Senza aver la presunzione di enunciare una verità, il modello sistemico pluralista ci fa sentire partecipi di una relazione, ci aiuta a entrare nel mondo nostro e degli altri, per insieme lavorare verso il cambiamento desiderato. Anche quando la lingua non è padroneggiata e il cliente fatica a esprimersi, attraverso i concetti, le metodologie, gli strumenti e le tecniche qui riportati, insieme all’aiuto del linguaggio non verbale, così dominante e presente nella comunicazione umana, possiamo condividere un cammino.

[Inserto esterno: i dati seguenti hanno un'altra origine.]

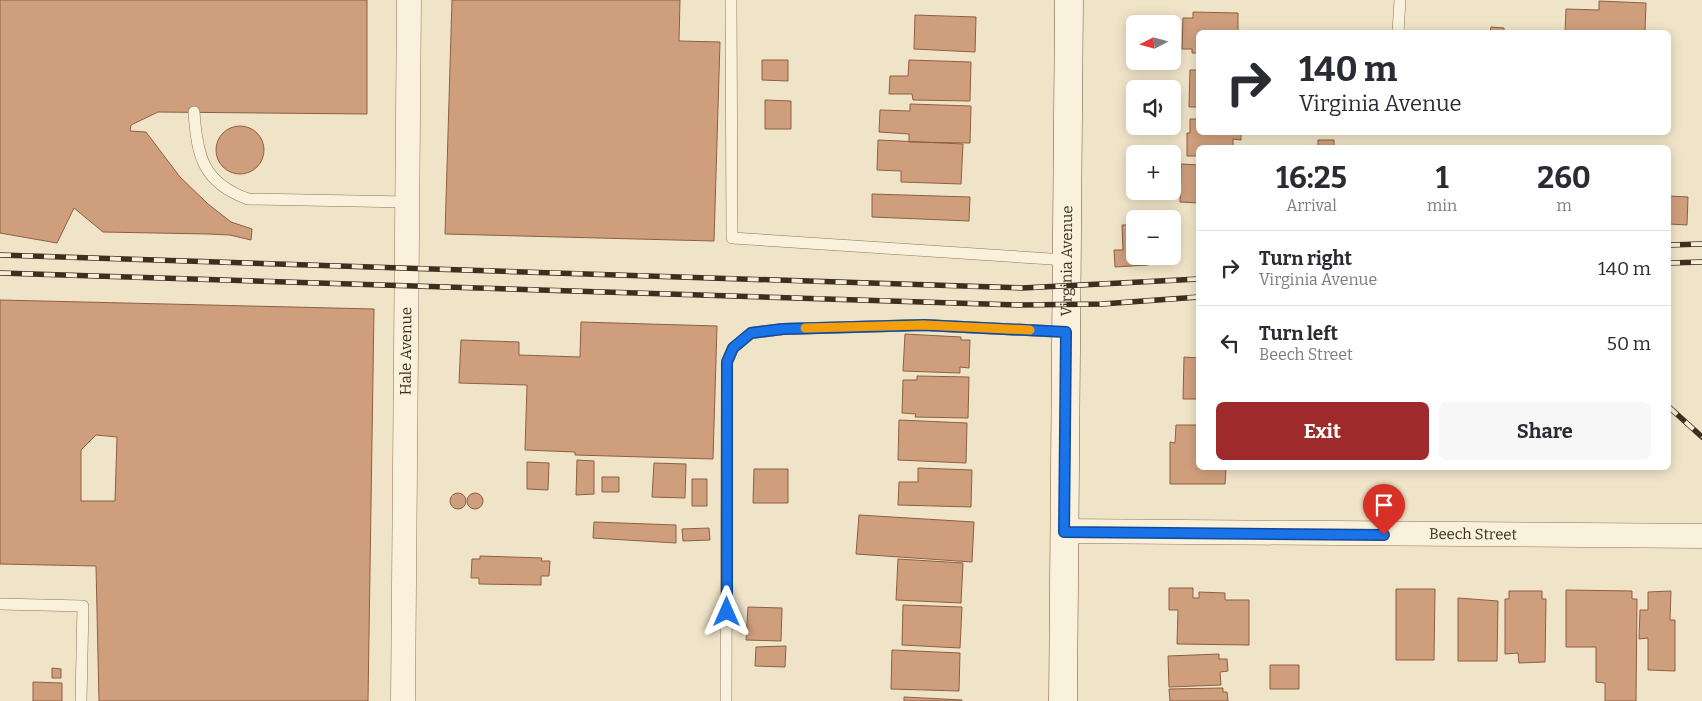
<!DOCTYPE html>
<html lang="en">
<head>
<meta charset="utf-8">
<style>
  body { margin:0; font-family:Bitter,serif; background:#f7f7f7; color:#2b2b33; height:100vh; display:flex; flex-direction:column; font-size:19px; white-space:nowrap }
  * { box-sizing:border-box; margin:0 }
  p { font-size:16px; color:#7c7c81 }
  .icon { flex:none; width:28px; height:28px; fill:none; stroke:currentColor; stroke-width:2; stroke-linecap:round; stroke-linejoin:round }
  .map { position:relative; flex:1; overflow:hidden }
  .side { position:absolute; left:1196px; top:145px; width:475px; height:325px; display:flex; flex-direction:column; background:#fff; border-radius:8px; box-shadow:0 2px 12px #0003 }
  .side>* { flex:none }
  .guide { position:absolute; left:1196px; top:30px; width:475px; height:105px; border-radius:8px; box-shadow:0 2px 12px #0003; background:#fff; color:#2b2b33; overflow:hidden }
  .needle { width:32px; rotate:264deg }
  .tools { position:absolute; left:1126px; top:15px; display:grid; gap:10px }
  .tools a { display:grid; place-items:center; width:55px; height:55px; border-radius:8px; background:#fff; box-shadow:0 2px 12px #0003; font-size:25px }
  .pin { position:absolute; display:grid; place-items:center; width:42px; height:42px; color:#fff; margin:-51px -21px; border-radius:50% 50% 50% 0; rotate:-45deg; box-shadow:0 0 5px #0007 }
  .pin .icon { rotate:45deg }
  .me { position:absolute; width:55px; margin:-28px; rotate:0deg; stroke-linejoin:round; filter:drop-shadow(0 0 4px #0008) }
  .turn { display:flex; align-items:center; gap:18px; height:105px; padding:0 20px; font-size:22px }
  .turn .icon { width:65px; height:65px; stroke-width:2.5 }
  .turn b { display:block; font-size:35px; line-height:42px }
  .eta { display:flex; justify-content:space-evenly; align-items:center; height:85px; text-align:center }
  .eta b { font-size:30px; font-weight:700; line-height:35px }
  .cta { display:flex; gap:10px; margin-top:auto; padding:10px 20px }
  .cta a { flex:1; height:58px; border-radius:8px; background:#9e2a2b; color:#fff; font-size:20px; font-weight:700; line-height:58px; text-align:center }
  .cta a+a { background:#f7f7f7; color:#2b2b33 }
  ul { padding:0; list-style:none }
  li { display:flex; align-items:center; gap:15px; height:75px; padding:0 20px; border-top:1px solid #e1e1e2 }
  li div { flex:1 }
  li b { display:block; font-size:19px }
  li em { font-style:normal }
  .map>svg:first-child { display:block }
</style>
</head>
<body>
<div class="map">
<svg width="1702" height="701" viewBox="0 0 1702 701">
  <rect width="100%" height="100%" fill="#f0e4c8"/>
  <!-- building -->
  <path fill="#cf9f7d" stroke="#8d5f41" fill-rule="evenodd" d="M0,0H367V114L158,112L131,125L130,131L146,132L180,177L208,204L231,222L252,229L251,240L230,235L208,234L103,232L74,208L57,243L0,233Z
    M452,0H680L679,41L720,42L714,241L445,234Z
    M1599,1L1646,3L1645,32H1565L1566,9L1599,10Z
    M1193,12L1238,13V32H1199V53H1192V49H1182L1183,18H1193Z
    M915,15L976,17L975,52L914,49Z
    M1491,27L1504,28V32H1490Z
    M762,60H788V81L762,80Z
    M909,60L971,62L970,101L913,100L912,94H889L890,76H908Z
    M1190,70H1199V107H1189Z
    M765,100L791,101V129H765Z
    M910,104L971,106L970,143L909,142V134L879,132L880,110L910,111Z
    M1190,119H1199V132H1241V140L1233,139V148H1199V156H1187V133H1190Z
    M216 150a24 24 0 1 1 48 0a24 24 0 1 1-48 0Z
    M878,140L963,144L961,184L901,182V171L877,170Z
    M1318,140H1334V148H1318Z
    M1181,164L1199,165V203L1180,202Z
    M872,194L970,197L969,221L872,217Z
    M1669,196L1688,197L1687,225L1669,224Z
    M1122,225H1135V256H1149L1148,265L1115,267L1114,250H1123Z
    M0,300L374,309L368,701H99L96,566L0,564ZM96,435L117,437L115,501H81V450Z
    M581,322L717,326L713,459L575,455V452L525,450L527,385L459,383L461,340L519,342V355L580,357Z
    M905,334L961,337V340H970L969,368L960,367V373L903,371Z
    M1184,357L1199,358V399H1183Z
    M917,376L969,377L968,418L915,417L916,414L902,413L903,380H917Z
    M899,420L967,423L966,463L898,460Z
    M1176,425H1199V468H1226L1225,484H1170V442L1175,443Z
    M577,460L594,461V494L576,495Z
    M527,462L549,463L548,490L527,489Z
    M654,463L686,464L685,498L652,497Z
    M918,468L972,470L971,507L898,505L899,482H918Z
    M754,469H788V503H753Z
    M602,477H619V492H602Z
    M692,479H707V506H692Z
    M467 501a8 8 0 1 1 16 0a8 8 0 1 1-16 0Z
    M450 501a8 8 0 1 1 16 0a8 8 0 1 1-16 0Z
    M859,515L974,522L972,562L856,554Z
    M594,522L676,525V543L593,538Z
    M709,528L710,540L683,541L682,529Z
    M480,556L542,558L541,561H550L549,576H541V585L479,584V578H471L472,559H480Z
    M898,559L963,563L961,603L896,600Z
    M1169,588H1193V598H1199V592L1225,593V600H1249V645L1177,644L1178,610H1169Z
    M1396,589H1435L1434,660H1396Z
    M1566,590L1632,591V599H1637L1636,701H1605V683L1596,682V647H1566Z
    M1509,591H1542V599H1546L1545,662L1519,663L1518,653L1505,654V599H1509Z
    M1671,591L1670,620H1675V671L1648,670V638L1639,639L1640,610H1648V592Z
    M1458,598L1498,601L1497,661H1458Z
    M903,605L962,607L960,648L902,645Z
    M748,607L782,608L781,641L746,640Z
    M786,646L785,667L755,666L756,647Z
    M892,650L960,653L959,691L891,689Z
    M1219,654V659H1227L1228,671L1220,672L1221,685L1169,687L1168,656Z
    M1270,665H1299V689H1270Z
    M52,668L61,669V678H52Z
    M33,682L62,683V701H33Z
    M1223,688V692H1227L1228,701H1170L1169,689Z
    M904,697L962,700V701H904Z"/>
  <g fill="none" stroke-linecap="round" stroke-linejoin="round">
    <defs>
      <path id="lane" d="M731,0L732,238L1067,260
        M1398,32L1400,0
        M194,112C197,156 203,183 248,199L407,202
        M0,604L83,606L81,701
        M726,701L727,362L733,348L751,333L783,329L923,325L1066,332"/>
      <g id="street">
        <path id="s1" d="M1064,531L1702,536"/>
        <path id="s2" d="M403,701L409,0"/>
      </g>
      <g id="secondary">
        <path id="s3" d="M1063,701L1069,0"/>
      </g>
    </defs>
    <!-- lane casing -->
    <use href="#lane" stroke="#8d765c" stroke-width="12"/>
    <!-- street casing -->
    <use href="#street" stroke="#8d765c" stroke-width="25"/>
    <!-- secondary casing -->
    <use href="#secondary" stroke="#6f573f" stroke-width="29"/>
    <!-- lane -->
    <use href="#lane" stroke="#faf1dc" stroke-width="11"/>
    <!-- street -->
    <use href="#street" stroke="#faf1dc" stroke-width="24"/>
    <!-- secondary -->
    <use href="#secondary" stroke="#faf1dc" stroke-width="28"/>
    <defs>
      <path id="rail" d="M1669,245L1702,244
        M0,255L1022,288L1199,279
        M1669,263L1702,262
        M0,273L1020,305L1102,304L1199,297
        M1669,407L1702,437"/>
    </defs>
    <!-- rail casing -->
    <use href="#rail" stroke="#3d2e20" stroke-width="5.5"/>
    <!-- rail -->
    <use href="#rail" stroke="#f7eed8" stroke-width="4" stroke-dasharray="11" stroke-linecap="butt"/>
  </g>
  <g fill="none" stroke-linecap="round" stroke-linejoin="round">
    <defs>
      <path id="route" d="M727,612V362L733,348L751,333L783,329L924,325L1066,332L1064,532L1384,535"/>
    </defs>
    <!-- route casing -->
    <use href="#route" stroke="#114b97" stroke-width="12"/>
    <!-- route -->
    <use href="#route" stroke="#1a73e8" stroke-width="9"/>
    <!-- slow -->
    <path stroke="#f59e0b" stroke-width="9" d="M805,328L924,325L1030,330"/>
  </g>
  <g text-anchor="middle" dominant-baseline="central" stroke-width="4" stroke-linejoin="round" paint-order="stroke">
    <!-- street labels -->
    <g font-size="15" fill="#3d2e20" stroke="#f7eed8">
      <text stroke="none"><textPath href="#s3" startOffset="440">Virginia Avenue</textPath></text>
      <text stroke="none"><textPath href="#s2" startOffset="350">Hale Avenue</textPath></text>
      <text stroke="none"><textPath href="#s1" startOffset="409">Beech Street</textPath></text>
    </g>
  </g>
</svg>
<div class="tools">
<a><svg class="needle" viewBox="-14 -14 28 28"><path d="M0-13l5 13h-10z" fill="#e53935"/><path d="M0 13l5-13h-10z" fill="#7c7c81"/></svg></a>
<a><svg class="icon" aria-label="sound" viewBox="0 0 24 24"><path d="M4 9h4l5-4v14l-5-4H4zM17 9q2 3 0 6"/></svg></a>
<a>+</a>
<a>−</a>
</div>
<div class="pin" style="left:1384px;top:535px;background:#d93025"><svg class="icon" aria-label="arrive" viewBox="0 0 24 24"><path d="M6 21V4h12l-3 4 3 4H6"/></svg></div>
<svg class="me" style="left:727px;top:612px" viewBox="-20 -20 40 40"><path d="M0-17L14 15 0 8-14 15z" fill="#1a73e8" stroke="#fff" stroke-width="4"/></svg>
<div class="guide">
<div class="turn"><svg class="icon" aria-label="right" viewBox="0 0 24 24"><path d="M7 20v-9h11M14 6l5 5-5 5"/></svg><div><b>140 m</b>Virginia Avenue</div></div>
</div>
<section class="side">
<div class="eta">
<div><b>16:25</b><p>Arrival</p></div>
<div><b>1</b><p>min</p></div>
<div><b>260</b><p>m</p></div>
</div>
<ul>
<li><svg class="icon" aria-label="right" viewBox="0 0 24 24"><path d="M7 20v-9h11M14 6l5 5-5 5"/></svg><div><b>Turn right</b><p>Virginia Avenue</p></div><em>140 m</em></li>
<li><svg class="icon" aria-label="left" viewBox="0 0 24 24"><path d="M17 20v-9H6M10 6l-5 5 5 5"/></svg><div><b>Turn left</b><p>Beech Street</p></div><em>50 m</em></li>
</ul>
<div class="cta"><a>Exit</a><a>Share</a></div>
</section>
</div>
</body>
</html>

4) L’équipe interdisciplinare e la rete
Nella pianificazione e messa in atto sul territorio dei nostri numerosi progetti in ambito interculturale, un elemento basilare è l’attenzione «all’équipe interdisciplinare», diversa da un’équipe multidisciplinare. L’équipe multidisciplinare significa avere al proprio interno delle professioni diverse. L’équipe interdisciplinare è un’équipe che entra in dialogo, che ha uno scambio, che costruisce un linguaggio comune, che si pone questioni etiche - come ad esempio le appartenenze di questi bambini oppure cosa implica la cura materna - che basa il proprio lavoro sulla condivisione e sul creare qualcosa insieme.
L’équipe interdisciplinare apre lo spazio per la costruzione della rete; la rete professionale è importantissima nella nostra esperienza e ha delle funzioni non solo formali: nell`équipe viene curata la relazione tra i membri al fine di stare bene e di divertirci (perché no?), per essere in grado e anche sereni nell`occuparci della cura dell`Altro. Durante gli incontri della rete professionale spesso sono invitati anche i nostri clienti per non parlare di loro, ma per parlare con loro. Creiamo quindi reti, nessi, legami (Edelstein, 2010b) (Fig.15).
Fig. 15: lo schema illustra come il pluralismo stia nell’includere e non nell’escludere dai luoghi, dalle appartenenze, dalle identità, dalle professioni.
«Il pluralismo sta nell’includere e non nell’escludere dai luoghi, dalle appartenenze, dalle identità, dalle professioni, per poter noi insieme - oggi e da oggi - continuare a costruire ancor più insieme maggior sapere».